El mundo contemporáneo es muy distinto del clásico, vivimos inmersos en la globalización, cada uno de nosotros es el resultado de múltiples fusiones, interacciones e influencias; y, por lo mismo, el desafío de nuestro país es recuperar esa vinculación esencial entre derecho y justicia para plasmarla en ordenamientos que, al ser justos, también lo sean en su dimensión legal.

México posee una larga historia y una rica tradición, que no necesariamente se ha identificado con ese concepto clásico de pueblo, como presupuesto esencial de la república y del derecho justo. El analfabetismo y la pobreza de miles y millones de mexicanos, son expresión elocuente de lo mucho que falta por hacer para alcanzar el ideal de pueblo, inscrito en el ser republicano del Estado, cuya vivencia del derecho tenga por sustento a la justicia.

Apelar al concepto de derecho natural para construir una realidad de justicia ampliamente compartida, constituye en sí mismo un gran reto, porque en nuestra sociedad, que se dice democrática, son demasiadas las diferencias y las desproporciones para aspirar a que la justicia equivalga, simplemente a la disposición estable de dar a cada quien lo suyo según su mérito; es indispensable, además, que el orden normativo así lo prescriba y la sociedad sea satisfecha en sus demandas naturales.

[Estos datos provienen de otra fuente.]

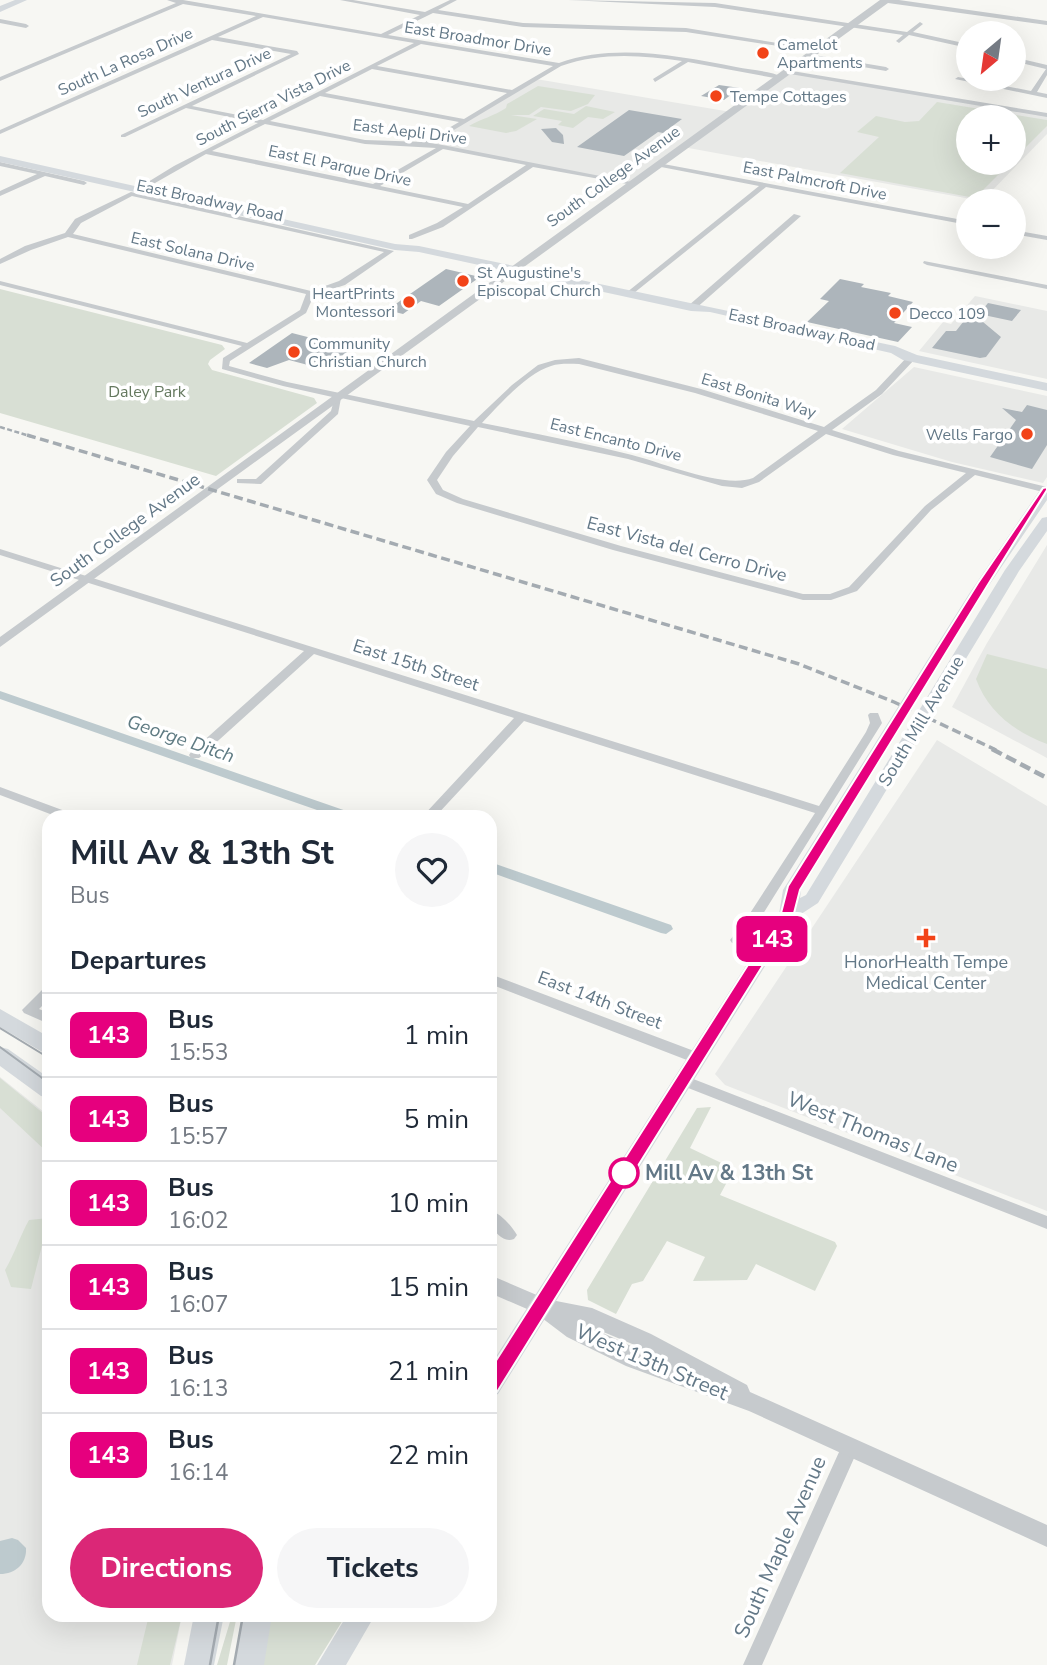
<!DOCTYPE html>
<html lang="en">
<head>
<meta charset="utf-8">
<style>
  :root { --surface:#fff; --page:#f6f6f7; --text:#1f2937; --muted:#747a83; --line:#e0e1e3; --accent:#db2777 }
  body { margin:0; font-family:"Nunito Sans",sans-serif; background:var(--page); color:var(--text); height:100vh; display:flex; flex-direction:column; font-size:26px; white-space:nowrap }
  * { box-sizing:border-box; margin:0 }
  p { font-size:23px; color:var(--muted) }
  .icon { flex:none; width:38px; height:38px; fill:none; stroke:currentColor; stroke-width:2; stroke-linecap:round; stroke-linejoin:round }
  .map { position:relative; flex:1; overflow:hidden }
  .panel { position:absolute; left:42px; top:810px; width:455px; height:812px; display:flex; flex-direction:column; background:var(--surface); border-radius:21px; box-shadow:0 7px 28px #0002 }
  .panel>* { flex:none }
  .badge { padding:0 14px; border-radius:10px; font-size:24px; line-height:46px }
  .needle { width:46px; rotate:209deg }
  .buttons { position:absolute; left:956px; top:21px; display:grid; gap:14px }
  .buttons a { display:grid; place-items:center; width:70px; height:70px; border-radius:50%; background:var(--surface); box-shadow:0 7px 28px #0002; font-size:35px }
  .map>.badge { position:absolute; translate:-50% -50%; box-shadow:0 0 0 4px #fff }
  h2 { padding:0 28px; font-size:26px; line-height:63px }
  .round { display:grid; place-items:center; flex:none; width:74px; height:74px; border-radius:37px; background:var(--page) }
  .headline { display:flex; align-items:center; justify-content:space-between; height:119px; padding:0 28px }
  h1 { font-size:33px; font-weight:700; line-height:52px }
  .button { display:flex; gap:14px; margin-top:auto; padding:14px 28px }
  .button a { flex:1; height:80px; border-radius:42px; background:var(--accent); color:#fff; font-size:28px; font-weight:700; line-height:80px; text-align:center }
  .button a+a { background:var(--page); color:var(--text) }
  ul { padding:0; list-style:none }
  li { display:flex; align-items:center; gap:21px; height:84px; padding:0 28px; border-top:2px solid var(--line) }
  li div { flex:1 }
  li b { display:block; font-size:26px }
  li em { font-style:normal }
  li .badge { min-width:77px; font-weight:700; text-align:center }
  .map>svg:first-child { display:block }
</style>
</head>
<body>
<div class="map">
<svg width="1047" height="1665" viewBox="0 0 1047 1665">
  <rect width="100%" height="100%" fill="#f7f7f3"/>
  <path fill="#e8e9e7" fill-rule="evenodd" d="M786,72l261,43v19l-65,67 -299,-54 -52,37 -205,-40 110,-65 195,33zM968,117h45v46h-45z
    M975,296l72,15v68l-128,-28 24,-29 8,2z
    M914,367l133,29v81l-4,6 -91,-21 -110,-33z
    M1047,545v213l-95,-51 35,-64z
    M937,740l110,66v405l-322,-126 -10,-11z
    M0,1077l49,39v499h133l-10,50h-172z"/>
  <path fill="#d8dfd4" d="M538,86l57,9 -7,9 -17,7 -30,-4 -12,8h-18l26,4 -21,12 -10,2 -37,-7c12,-7 25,-10 37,-18l1,-4z
    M937,102l110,18v6l-34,34v-43h-45v46h42l-35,35 -135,-25 39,-36 -22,-5 19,-16 29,6 14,-1z
    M586,106l29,6 -12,7 -15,-2 -15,11 -15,-3 4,-4 -29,-5 11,-7 30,5z
    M0,289l222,56 3,4 -15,11 -2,4 4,6 102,28 3,5 -101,73 -216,-63z
    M987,654l60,15v75c-32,-12 -59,-32 -71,-65z
    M0,1078l49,40v36l-49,-46z
    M711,1107l-21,41 44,21 -14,26 115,47 2,4 -22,45 -59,-27 -9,16 -54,1 12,-24 -38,-16 -24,40 -11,3 -16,30 -28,-14 -1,-10 110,-182z
    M49,1218l-18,71 -20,-2 -6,-17c10,-17 15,-34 24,-50z
    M149,1615h33l-12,50h-33z
    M232,1615h5l-10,50h-10z
    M270,1615h76l-31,50h-52z"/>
  <path fill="#bdcace" d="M12,1538l6,2 8,8c1,16 -11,26 -26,26v-33z"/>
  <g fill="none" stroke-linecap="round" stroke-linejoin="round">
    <path fill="#bdcace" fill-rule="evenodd" d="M0,691l355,123 2,3h-20l-337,-118z
      M490,862l181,63 2,4 -7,5 -5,-1 -171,-61z"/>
  </g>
  <path fill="#adb5bb" d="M719,85l21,3 -16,12 -23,-4z
    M629,110l53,9 -19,14 -5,-1 -34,24 -47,-9z
    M556,128l7,7 1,9 -12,-2 -11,-13z
    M446,269l34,8 -41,29 -18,-5 -18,13 -16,-4z
    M840,279l24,5 -3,3 30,6 -3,3 25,6 -19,21 18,4 -14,15 -91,-20 22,-21 -9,-2z
    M988,303l33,7 -9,11 -33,-7z
    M971,312l30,25 -15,20 -6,1 -48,-10 14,-17h10z
    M292,333l31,8 30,7 -30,21 -34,-9 -22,8 -18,-5z
    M1027,405l20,5v35l-15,24 -42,-12 26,-37 -14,-12 20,4z"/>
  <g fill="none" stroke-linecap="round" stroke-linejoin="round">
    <path fill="#c6cacd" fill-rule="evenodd" d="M167,0h16l198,34 39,-19 -80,-15h13l72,12 25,-12h7l-19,10 85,13 163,5 134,22 -3,2 -131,-20 -163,-5 -90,-14 -45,22 171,28c57,-20 118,-7 177,4 15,3 34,4 47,10l-3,2 -92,-17 -33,20 -2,-3 29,-18c-41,-6 -81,-9 -121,5l-129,77 199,39 2,1v2l-100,-18 -90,60 -31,12h-3v-4l28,-12 26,-16 -257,-53 -65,37 -6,-1 39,-24 84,-43 -72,-15 -61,29h-4v-2l170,-81 -79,-14 -212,94v-4l256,-114 -73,-12 -183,77v-4l176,-74zM263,17l151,26 -151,77 -71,-14 107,-52 -2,-3 -79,-14zM421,44l132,22 -41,24 -135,-24zM372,69l135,24 -43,26 -139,-26zM320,96l139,26 -34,20 -60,-2 -95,-19zM265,124l100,20 71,4 -63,36 -161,-33zM443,149l83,16 -58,39 -88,-18z
      M568,0l147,3 192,29 13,-10 3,2 -10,8 55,12v4l-59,-13 -10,8 -3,-2 7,-6 -188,-28z
      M0,19l26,5 3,2 -3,2 -26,-5z
      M808,54l78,13 3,2 -3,2 -80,-14z
      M1013,57l34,8v10l-10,17 10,2v4l-92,-19 3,-2 73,14 15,-22 -33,-8z
      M786,70l261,43v4l-263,-44z
      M0,162l84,19 3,2 -3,2 -39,-9 -45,20v-5l37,-17 -37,-8z
      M658,163l310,58v4l-202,-38 -137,110 -4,-2 1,-2 133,-107 -103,-20 -1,-1z
      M131,192l263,59 -49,34 -31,10 -8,18 -76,48 -1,5 58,16 187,39 38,-36 26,-20 17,-5 24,-2 122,31 123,38 52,-37 33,-35h6v4l-33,35 -50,36 67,21 148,36v6l-72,-18 -44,35 -74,81 -26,9h-28l-190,-50 -156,-47 -21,-9 -9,-14 19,-28 24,-26 -129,-28 -3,16 -77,70 -24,-1v-4h19l75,-68 3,-11 3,-2 -54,-12 -61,-17 1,-11 19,-12 -242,-61v-4l247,62 53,-33 6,-16 -238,-57 -37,13 -31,14v-5l25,-13 40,-13 10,-14zM132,196l252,56 -45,29 -28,10 -238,-57 8,-11zM579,364l116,29 123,38 -65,47c-30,11 -89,-15 -121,-23 -50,-13 -100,-22 -150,-32 17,-18 45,-50 69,-57 9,-3 19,-2 28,-2zM478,427l150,32 94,27 20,2 17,-6 67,-48 67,21 73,18 -41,33 -76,81 -19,7h-27l-182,-48 -158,-47 -20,-9 -6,-10 16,-24z
      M794,214l7,2 -107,94h-6v-4z
      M1013,230l34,6v4l-34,-6z
      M924,261l123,24v4l-120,-24 -4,-2z
      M0,549l819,257 47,-74 4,-9 -2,-8 2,-2h8l4,10 -129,207c-6,7 -11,16 -21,13l-2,-3 13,-16 72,-111 -291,-92 -89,96h-13l92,-99 -200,-64 -115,104h-8l-2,-3 2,-3 113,-101 -304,-96z
      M0,787l73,27 2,3h-17l-58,-22z
      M490,974l212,80 2,4 -2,4h-10l-202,-78z
      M49,986v13l-10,10 10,4v11l-25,-11 -2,-3 22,-22z
      M683,1075l364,141v13l-369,-145 -2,-4 2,-4z
      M490,1210c10,3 22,16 27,25l-3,4c-11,4 -17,-6 -24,-13z
      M850,1439l6,2 3,6 -97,218h-19l101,-224z"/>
    <path fill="#c6cacd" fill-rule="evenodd" d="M880,0h19l148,21v4l-159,-22 -888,644v-10z
      M490,1275l56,24 46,9 59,26 96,51 3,7 297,133v22l-298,-136 -123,-45 -59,-29 -33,-25 -44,-19zM577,1321l60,25 22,13z"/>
    <path fill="#d4d9dd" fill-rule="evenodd" d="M0,156l395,88 24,2 476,100 22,9 130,28v8l-144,-31 -12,-7 -181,-41 -19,-1 -272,-59 -24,-2 -395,-88z
      M1047,486v14l-64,94 -182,296 -1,8 6,-3 199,-325 37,-52 5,-1v14l-28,40 -201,332 -23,15 -297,476 -8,4v-32l289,-452 4,-24 186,-296 73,-107z
      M347,1615h28l-29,50h-29z"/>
    <path fill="#d4d9dd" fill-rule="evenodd" d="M15,0h12l-27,12v-6z
      M0,1009l49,28v19l-49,-29z
      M0,1047l8,2 41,29v20l-8,-2 -41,-30z
      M194,1615h30l-10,50h-30z
      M242,1615h30l-8,50h-30z"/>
    <path stroke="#a4abb1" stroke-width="2" d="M0,1028l49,30
      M0,1047l49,36"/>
    <path stroke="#a4abb1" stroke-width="2.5" d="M210,1665l9,-50
      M234,1665l9,-50"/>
    <path stroke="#a4abb1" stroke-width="2.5" stroke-dasharray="5 2.5" stroke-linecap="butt" d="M0,427l33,10"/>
    <path stroke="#a4abb1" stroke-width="3.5" stroke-dasharray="9 4.5" stroke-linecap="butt" d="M27,435l772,229 95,38 102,48"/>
    <path stroke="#a4abb1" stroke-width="4.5" stroke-dasharray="11 5" stroke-linecap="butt" d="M992,749l55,29"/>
  </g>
  <path fill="#e6007e" stroke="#fff" stroke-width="2" d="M1047,487v3l-58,93 -189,307 -7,27 -296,475 -7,3 -7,-3 -2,-5 2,-6 298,-468 7,-27 190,-303 65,-95z"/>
  <g fill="#f24318" stroke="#fff" stroke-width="2.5">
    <circle cx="763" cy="53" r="7"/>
    <circle cx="716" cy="96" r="7"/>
    <circle cx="463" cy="281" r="7"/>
    <circle cx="409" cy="302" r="7"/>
    <circle cx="895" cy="313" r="7"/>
    <circle cx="294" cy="352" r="7"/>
    <circle cx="1027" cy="434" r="7"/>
    <path d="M922.5 927.5h7v7h7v7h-7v7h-7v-7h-7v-7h7z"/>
  </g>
  <circle fill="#fff" stroke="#e6007e" stroke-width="3.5" cx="624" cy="1173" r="14"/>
  <g text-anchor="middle" stroke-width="7" stroke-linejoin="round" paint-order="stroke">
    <g font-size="16" fill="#637887" stroke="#fff">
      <text transform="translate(478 38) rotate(9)" y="6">East Broadmor Drive</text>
      <text transform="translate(125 61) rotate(-24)" y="6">South La Rosa Drive</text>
      <text transform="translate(204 82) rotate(-25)" y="6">South Ventura Drive</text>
      <text transform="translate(273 102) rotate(-27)" y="6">South Sierra Vista Drive</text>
      <text transform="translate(410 131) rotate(7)" y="6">East Aepli Drive</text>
      <text transform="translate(340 165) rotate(12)" y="6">East El Parque Drive</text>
      <text transform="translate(613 176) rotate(-36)" y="6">South College Avenue</text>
      <text transform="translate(815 180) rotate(11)" y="6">East Palmcroft Drive</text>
      <text transform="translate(210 200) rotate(12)" y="6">East Broadway Road</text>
      <text transform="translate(193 251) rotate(13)" y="6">East Solana Drive</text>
      <text transform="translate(802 329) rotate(12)" y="6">East Broadway Road</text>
      <text transform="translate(759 395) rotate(17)" y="6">East Bonita Way</text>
      <text transform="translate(616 439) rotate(14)" y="6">East Encanto Drive</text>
    </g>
    <g font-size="16" fill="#637887" stroke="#fff" text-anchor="start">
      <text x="777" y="50">Camelot<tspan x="777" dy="18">Apartments</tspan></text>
      <text x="730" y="102">Tempe Cottages</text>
      <text x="477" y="278">St Augustine's<tspan x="477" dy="18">Episcopal Church</tspan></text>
      <text x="395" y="299" text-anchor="end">HeartPrints<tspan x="395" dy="18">Montessori</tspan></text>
      <text x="909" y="319">Decco 109</text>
      <text x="308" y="349">Community<tspan x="308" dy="18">Christian Church</tspan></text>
      <text x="1013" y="440" text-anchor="end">Wells Fargo</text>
    </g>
    <g font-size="16" fill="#65795f" stroke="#fff">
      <text x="147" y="397">Daley Park</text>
    </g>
    <g font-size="18" fill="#637887" stroke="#fff">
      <text transform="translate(125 530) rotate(-36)" y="6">South College Avenue</text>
      <text transform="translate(687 549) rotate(15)" y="6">East Vista del Cerro Drive</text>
      <text transform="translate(416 665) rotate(18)" y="6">East 15th Street</text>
      <text transform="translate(921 721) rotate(-59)" y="6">South Mill Avenue</text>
      <text transform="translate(600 1000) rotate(21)" y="6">East 14th Street</text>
    </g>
    <g font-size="18" fill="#637887" stroke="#fff">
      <text x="926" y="968">HonorHealth Tempe<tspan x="926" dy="21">Medical Center</tspan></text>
    </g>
    <g font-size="19" font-style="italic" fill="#5f7b83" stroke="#fff">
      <text transform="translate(181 738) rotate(19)" y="7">George Ditch</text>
    </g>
    <g font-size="21" fill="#637887" stroke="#fff">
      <text transform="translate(873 1132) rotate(22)" y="7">West Thomas Lane</text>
      <text transform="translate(652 1362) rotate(23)" y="7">West 13th Street</text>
      <text transform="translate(780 1547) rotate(-66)" y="7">South Maple Avenue</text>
    </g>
    <g font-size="21" font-weight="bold" fill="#637887" stroke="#fff" text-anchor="start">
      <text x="645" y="1180">Mill Av &amp; 13th St</text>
    </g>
  </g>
</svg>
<div class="buttons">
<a><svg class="needle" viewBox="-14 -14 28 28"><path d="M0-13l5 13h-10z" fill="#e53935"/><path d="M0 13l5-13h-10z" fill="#747a83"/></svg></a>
<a>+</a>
<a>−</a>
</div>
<b class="badge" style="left:772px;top:939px;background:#e6007e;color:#fff">143</b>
<section class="panel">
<div class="headline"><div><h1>Mill Av &amp; 13th St</h1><p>Bus</p></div><a class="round"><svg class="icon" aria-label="heart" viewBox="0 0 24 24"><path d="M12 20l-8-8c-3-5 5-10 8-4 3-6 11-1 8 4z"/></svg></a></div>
<h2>Departures</h2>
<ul>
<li><span class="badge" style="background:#e6007e;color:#fff">143</span><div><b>Bus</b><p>15:53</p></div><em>1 min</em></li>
<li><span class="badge" style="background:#e6007e;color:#fff">143</span><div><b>Bus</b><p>15:57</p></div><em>5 min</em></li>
<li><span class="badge" style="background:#e6007e;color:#fff">143</span><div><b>Bus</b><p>16:02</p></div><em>10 min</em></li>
<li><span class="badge" style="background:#e6007e;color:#fff">143</span><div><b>Bus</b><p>16:07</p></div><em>15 min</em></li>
<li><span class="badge" style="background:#e6007e;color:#fff">143</span><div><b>Bus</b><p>16:13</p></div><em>21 min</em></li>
<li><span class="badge" style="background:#e6007e;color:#fff">143</span><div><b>Bus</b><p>16:14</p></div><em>22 min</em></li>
</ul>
<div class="button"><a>Directions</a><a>Tickets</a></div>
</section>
</div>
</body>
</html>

IV Derechos humanos y justicia

Actualmente, los derechos humanos se encuentran indisolublemente vinculados con la idea de justicia: donde falta un sistema legal que proteja y garantice los derechos humanos no existe —propiamente hablando— derecho y, por lo tanto, tampoco república.

Nunca como en nuestra época han existido, paradójicamente, una mayor conciencia acerca de la dignidad humana y, contradictoriamente, innombrables ultrajes —cobijados en una legalidad fundada en una permisividad genocida—. Es suficiente pensar en la brutalidad de los abusos que supuso la Segunda Guerra Mundial o la reciente invasión al pueblo de Irak, donde el orden jurídico internacional ha sido gravemente cuestionado.

Los grandes crímenes que se cometieron contra la humanidad, en el recién concluido siglo XX, fueron posibles —en su eficacia aniquiladora— debido a la legalidad de la que dispusieron, de manera que la banalización del mal se impuso frente a la sociedad que nada o poco hizo para evitarlos, hasta que al fin la violencia se precipitó, por la vía de las armas, cancelando la condición de posibilidad de todo derecho.

En medio de la pluralidad y la diversidad que las sociedades son capaces hoy de exhibir, el mundo moderno ha avanzado en la convicción, cada vez más profunda, de que sin un horizonte de justicia real —al que todos los países deben aspirar—, la justicia fundamental para todas las mujeres y los hombres es sólo un recurso retórico.

Referirse a la igual dignidad de los seres humanos, sin un mínimo de justicia material o de falta de un goce efectivo de los derechos económicos, sociales y culturales, constituye una profunda equivocación que sólo satisface a los demagogos que se acogen a esos recursos. También es un error pretender alcanzar la equidad material entre los seres humanos, sacrificando el desarrollo de los derechos civiles. En México, hemos aprendido que la libertad política, constituida por la plena aplicación de estos derechos, tiene un valor por sí misma; pero, también, sabemos que cuando esa libertad política no va acompañada de la más elemental igualdad material, arriesga con grave peligro su legitimidad.

Ha llegado a ser una verdad evidente que los derechos humanos son imprescindibles para que exista democracia, y que la realidad de la justicia es hoy indisoluble del pleno respeto de esos derechos.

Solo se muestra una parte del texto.